Professor e advogado especialista em Direito Imobiliário, Dr. Paulo Piccelli, alerta para os riscos de “hospedagem atípica” e a crescente insegurança jurídica em unidades de Habitação de Interesse Social (HIS).
Com a proximidade da Copa do Mundo, o mercado imobiliário brasileiro projeta um aumento exponencial na demanda por locações de curta temporada. No entanto, o que deveria ser uma oportunidade de rentabilidade para proprietários e conveniência para turistas tem se tornado um campo fértil para conflitos judiciais, especialmente em grandes centros como São Paulo.
Segundo o Dr. Paulo Piccelli, professor e advogado especialista em Direito Imobiliário, o entusiasmo com o evento não deve sobrepor-se à cautela contratual. “Estamos diante de um cenário de ‘hospedagem atípica’ via plataformas digitais que, embora legítima sob a ótica da Lei do Inquilinato (Art. 48 da Lei 8.245/91), enfrenta severas restrições administrativas e condominiais que podem inviabilizar o negócio”, explica.
O Alerta: A “Armadilha” dos Imóveis HIS e HMP
Um dos pontos mais críticos destacados pelo especialista diz respeito aos investidores que adquiriram unidades compactas classificadas como Habitação de Interesse Social (HIS) ou Habitação de Mercado Popular (HMP). Recentemente, normativas municipais, como o Decreto nº 64.244/2025 em São Paulo, proibiram explicitamente o uso dessas unidades para fins de hotelaria ou locação via Airbnb, sob o argumento de preservação da função social da moradia.
“Muitos consumidores adquiriram esses imóveis sob a promessa de alta rentabilidade em eventos como a Copa, sem serem informados pelas incorporadoras sobre as restrições intrínsecas dessas categorias.
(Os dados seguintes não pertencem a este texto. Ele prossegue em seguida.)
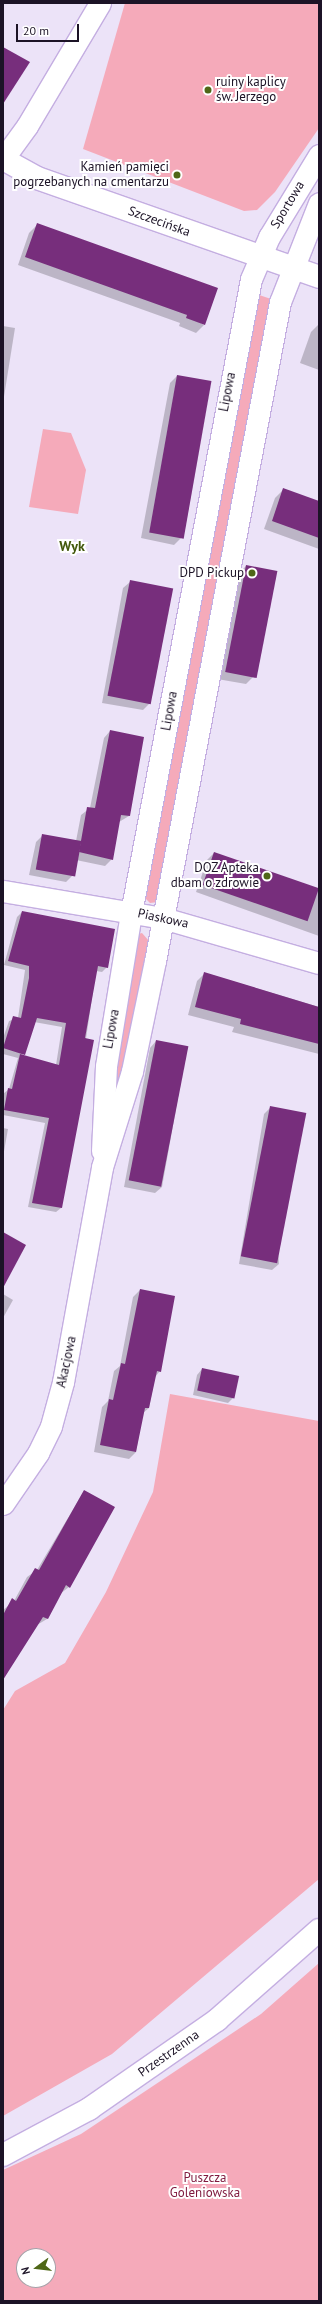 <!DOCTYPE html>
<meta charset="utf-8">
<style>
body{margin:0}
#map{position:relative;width:322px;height:2304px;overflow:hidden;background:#ece3f8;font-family:"PT Sans",sans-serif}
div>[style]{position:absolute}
.green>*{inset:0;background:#f5aaba}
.shadow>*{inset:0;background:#0003}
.building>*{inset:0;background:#772e7c;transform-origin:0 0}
.roads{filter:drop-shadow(1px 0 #c4aee1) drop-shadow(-1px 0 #c4aee1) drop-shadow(0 1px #c4aee1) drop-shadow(0 -1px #c4aee1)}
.street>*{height:21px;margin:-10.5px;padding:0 10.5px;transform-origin:10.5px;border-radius:10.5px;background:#fff}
.secondary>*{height:22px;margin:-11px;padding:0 11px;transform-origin:11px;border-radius:11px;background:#fff}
.dots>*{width:11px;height:11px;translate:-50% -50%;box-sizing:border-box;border:2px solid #fff;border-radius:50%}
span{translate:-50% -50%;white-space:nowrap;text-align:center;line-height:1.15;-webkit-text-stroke:4px #fff;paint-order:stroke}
.poi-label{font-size:13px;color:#1c1326}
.left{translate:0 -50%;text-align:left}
.right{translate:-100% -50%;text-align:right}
.street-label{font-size:13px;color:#1c1326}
.park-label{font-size:13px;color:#7f193e}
.neighbourhood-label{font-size:14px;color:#43580d;font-weight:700}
.frame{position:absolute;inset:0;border:4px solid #1c1326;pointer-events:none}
.north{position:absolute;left:16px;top:2248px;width:40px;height:40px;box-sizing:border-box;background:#fff;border:1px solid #a4a1a8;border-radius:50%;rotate:255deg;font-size:11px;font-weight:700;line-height:16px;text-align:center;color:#1c1326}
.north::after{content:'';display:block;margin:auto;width:14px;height:18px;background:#4f6717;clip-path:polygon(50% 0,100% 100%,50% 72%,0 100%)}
.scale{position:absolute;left:16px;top:24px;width:63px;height:18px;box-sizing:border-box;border:2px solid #1c1326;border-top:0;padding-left:5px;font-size:12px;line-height:14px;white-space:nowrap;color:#1c1326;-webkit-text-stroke:3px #fff;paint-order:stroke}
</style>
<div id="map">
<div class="green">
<i style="clip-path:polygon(125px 3px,319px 3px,319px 128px,275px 192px,257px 210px,244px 211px,83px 149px)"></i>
<i style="clip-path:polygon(253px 293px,274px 300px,158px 902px,150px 903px,142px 895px)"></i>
<i style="clip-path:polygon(43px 429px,71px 433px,86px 470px,78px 514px,29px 507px)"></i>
<i style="clip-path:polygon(142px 933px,149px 941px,120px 1102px,103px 1096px,138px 934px)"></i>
<i style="clip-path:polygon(170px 1394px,319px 1421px,319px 1879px,112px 2054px,3px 2116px,3px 1710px,15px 1691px,65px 1663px,106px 1592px,153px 1492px)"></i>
<i style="clip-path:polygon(evenodd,319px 1963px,319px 2301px,3px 2301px,3px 2170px,81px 2134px,261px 2014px,319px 1963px,24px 2256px,48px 2256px,48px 2280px,24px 2280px,24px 2256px)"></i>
</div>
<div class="shadow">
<i style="clip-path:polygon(37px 225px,204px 325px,196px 333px,179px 326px,180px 323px,18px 265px,29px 233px)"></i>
<i style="clip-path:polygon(318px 325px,319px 325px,319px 370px,300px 363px,311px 332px)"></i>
<i style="clip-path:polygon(3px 326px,15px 328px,3px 403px)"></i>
<i style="clip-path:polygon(177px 376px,210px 382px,181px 538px,174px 545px,141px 538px,170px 383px)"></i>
<i style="clip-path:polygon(283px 490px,319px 502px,319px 549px,264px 529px,275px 498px)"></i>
<i style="clip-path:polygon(246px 566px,253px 677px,246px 684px,217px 679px,239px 573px)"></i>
<i style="clip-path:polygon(130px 582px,150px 703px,143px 710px,102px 703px,123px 588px)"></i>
<i style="clip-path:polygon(110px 731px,143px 738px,129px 816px,119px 822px,112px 859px,105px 866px,76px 860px,73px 875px,66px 882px,29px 875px,36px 842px,43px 835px,76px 841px,81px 815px,90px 808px,104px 738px)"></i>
<i style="clip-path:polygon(214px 853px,319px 890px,319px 936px,196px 892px,207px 860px)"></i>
<i style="clip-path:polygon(evenodd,22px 912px,107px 967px,102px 972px,96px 971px,61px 1208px,56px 1212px,28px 1207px,45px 1123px,3px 1115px,3px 1094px,9px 1089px,18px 1058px,3px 1054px,3px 1038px,9px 1021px,18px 1018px,25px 970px,4px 965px,17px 917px,22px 912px,34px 1022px,62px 1027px,56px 1065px,22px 1056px,34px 1022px)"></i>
<i style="clip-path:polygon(205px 973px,319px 1007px,319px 1054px,232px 1032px,234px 1027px,188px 1015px,197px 981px)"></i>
<i style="clip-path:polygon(156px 1041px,187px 1047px,162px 1187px,155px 1193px,124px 1187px,150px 1048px)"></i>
<i style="clip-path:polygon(271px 1107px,279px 1264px,272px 1270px,239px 1264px,264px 1114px)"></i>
<i style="clip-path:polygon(3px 1128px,8px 1129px,3px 1157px)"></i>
<i style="clip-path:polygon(140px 1290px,160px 1371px,155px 1377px,149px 1408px,143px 1413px,136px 1452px,129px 1459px,94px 1452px,102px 1407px,108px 1401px,114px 1371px,120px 1366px,133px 1297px)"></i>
<i style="clip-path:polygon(3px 1294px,13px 1300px,3px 1318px)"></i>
<i style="clip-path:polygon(202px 1369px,233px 1398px,228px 1403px,193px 1395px,197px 1375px)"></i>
<i style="clip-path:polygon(84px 1491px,69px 1587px,60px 1594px,47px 1619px,37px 1625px,3px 1678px,3px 1610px,14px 1601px,27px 1577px,37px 1570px)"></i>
</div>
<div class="building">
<i style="clip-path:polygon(3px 47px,30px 62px,3px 104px)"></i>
<i style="clip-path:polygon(37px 223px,218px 288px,205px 325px,186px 318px,187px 315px,25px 257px)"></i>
<i style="left:177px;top:375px;width:35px;height:160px;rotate:10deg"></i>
<i style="clip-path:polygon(283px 488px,319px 501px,319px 538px,272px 521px)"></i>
<i style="left:246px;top:565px;width:32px;height:109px;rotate:11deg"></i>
<i style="left:130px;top:580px;width:44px;height:118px;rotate:11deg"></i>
<i style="clip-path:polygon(110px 730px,144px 737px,130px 816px,121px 815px,113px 860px,79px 852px,87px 807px,95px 808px)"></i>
<i style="left:42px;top:834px;width:40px;height:36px;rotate:10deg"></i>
<i style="left:214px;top:852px;width:111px;height:35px;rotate:19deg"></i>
<i style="clip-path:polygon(22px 911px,115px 929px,108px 968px,98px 966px,85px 1038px,94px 1040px,62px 1208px,32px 1203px,49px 1118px,4px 1110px,8px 1088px,12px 1089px,20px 1054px,59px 1065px,66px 1023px,37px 1018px,25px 1055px,3px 1048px,13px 1016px,21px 1018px,29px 978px,29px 966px,8px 961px)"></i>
<i style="clip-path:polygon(204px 972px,319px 1007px,319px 1044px,240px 1024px,241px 1019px,195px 1007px)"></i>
<i style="left:156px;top:1040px;width:33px;height:143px;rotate:11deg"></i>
<i style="left:270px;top:1106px;width:37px;height:153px;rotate:11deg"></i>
<i style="clip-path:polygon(3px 1232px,26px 1245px,3px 1288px)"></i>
<i style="clip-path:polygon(140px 1289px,175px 1296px,161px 1372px,157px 1371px,149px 1408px,145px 1408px,136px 1452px,100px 1445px,109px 1399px,113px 1400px,121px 1363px,125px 1364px)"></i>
<i style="left:202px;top:1368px;width:38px;height:23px;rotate:12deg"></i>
<i style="clip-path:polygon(84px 1490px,115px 1507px,70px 1588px,66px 1585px,48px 1619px,43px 1617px,3px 1680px,3px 1615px,12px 1598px,16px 1601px,35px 1568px,39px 1570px)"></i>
</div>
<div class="roads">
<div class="street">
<i style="left:3px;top:159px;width:41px;rotate:-54deg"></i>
<i style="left:27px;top:126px;width:143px;rotate:-59.3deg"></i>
<i style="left:3px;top:891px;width:162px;rotate:9.6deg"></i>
<i style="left:163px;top:918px;width:162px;rotate:16.1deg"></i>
<i style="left:102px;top:1151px;width:85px;rotate:-87.3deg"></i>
<i style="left:106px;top:1066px;width:155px;rotate:-80.7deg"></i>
<i style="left:131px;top:913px;width:645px;rotate:-79.28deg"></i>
<i style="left:251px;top:279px;width:46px;rotate:-66.8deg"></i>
<i style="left:269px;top:237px;width:96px;rotate:-58.6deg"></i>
<i style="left:3px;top:1504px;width:62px;rotate:-55.5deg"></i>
<i style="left:38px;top:1453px;width:30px;rotate:-64deg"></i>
<i style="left:51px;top:1426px;width:46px;rotate:-74.7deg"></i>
<i style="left:63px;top:1382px;width:219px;rotate:-79.7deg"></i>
<i style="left:102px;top:1167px;width:101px;rotate:-72.6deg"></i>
<i style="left:132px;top:1071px;width:112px;rotate:-78.2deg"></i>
<i style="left:155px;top:961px;width:671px;rotate:-79.26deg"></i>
<i style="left:280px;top:302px;width:106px;rotate:-68.5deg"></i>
</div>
<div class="secondary">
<i style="left:3px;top:159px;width:39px;rotate:29deg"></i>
<i style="left:37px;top:178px;width:299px;rotate:19.3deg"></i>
<i style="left:3px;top:2155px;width:98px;rotate:-28.1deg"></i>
<i style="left:89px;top:2109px;width:156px;rotate:-34.8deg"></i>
<i style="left:217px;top:2020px;width:136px;rotate:-41.4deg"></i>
</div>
</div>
<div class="dots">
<i style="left:208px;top:90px;background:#4f6717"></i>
<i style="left:177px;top:175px;background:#4f6717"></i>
<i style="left:252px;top:573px;background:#4f6717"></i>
<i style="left:267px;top:876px;background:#4f6717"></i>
</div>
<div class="poi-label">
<span class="left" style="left:216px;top:90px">ruiny kaplicy<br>św. Jerzego</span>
<span class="right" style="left:169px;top:175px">Kamień pamięci<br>pogrzebanych na cmentarzu</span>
<span class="right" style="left:244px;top:573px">DPD Pickup</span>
<span class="right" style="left:259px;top:876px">DOZ Apteka<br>dbam o zdrowie</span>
</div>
<div class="street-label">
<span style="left:288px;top:205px;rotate:-59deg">Sportowa</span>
<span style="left:159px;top:222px;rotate:20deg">Szczecińska</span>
<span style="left:228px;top:392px;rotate:-79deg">Lipowa</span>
<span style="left:170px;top:711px;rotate:-80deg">Lipowa</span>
<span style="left:163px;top:919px;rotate:12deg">Piaskowa</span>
<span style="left:112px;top:1029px;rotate:-80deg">Lipowa</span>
<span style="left:67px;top:1362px;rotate:-78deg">Akacjowa</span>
<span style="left:169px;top:2054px;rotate:-35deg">Przestrzenna</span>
</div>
<div class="park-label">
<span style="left:205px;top:2186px">Puszcza<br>Goleniowska</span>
</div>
<div class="neighbourhood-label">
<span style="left:72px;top:546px">Wyk</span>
</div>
<div class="frame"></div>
<div class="north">N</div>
<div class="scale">20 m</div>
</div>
Isso configura uma falha gravíssima no dever de informação (Art. 6º, III, do CDC) e, em muitos casos, propaganda enganosa por omissão (Art. 37, §3º, do CDC)”, alerta Piccelli.
Direitos de Resolução e Indenização Urgente
Para os proprietários que se sentem lesados por essas restrições supervenientes ou omitidas, o Dr. Paulo Piccelli aponta que a via jurídica deve ser buscada com urgência. “A impossibilidade de fruição do bem conforme ofertado gera o direito à resolução do contrato por culpa da vendedora, com a aplicação da Súmula 543 do STJ”.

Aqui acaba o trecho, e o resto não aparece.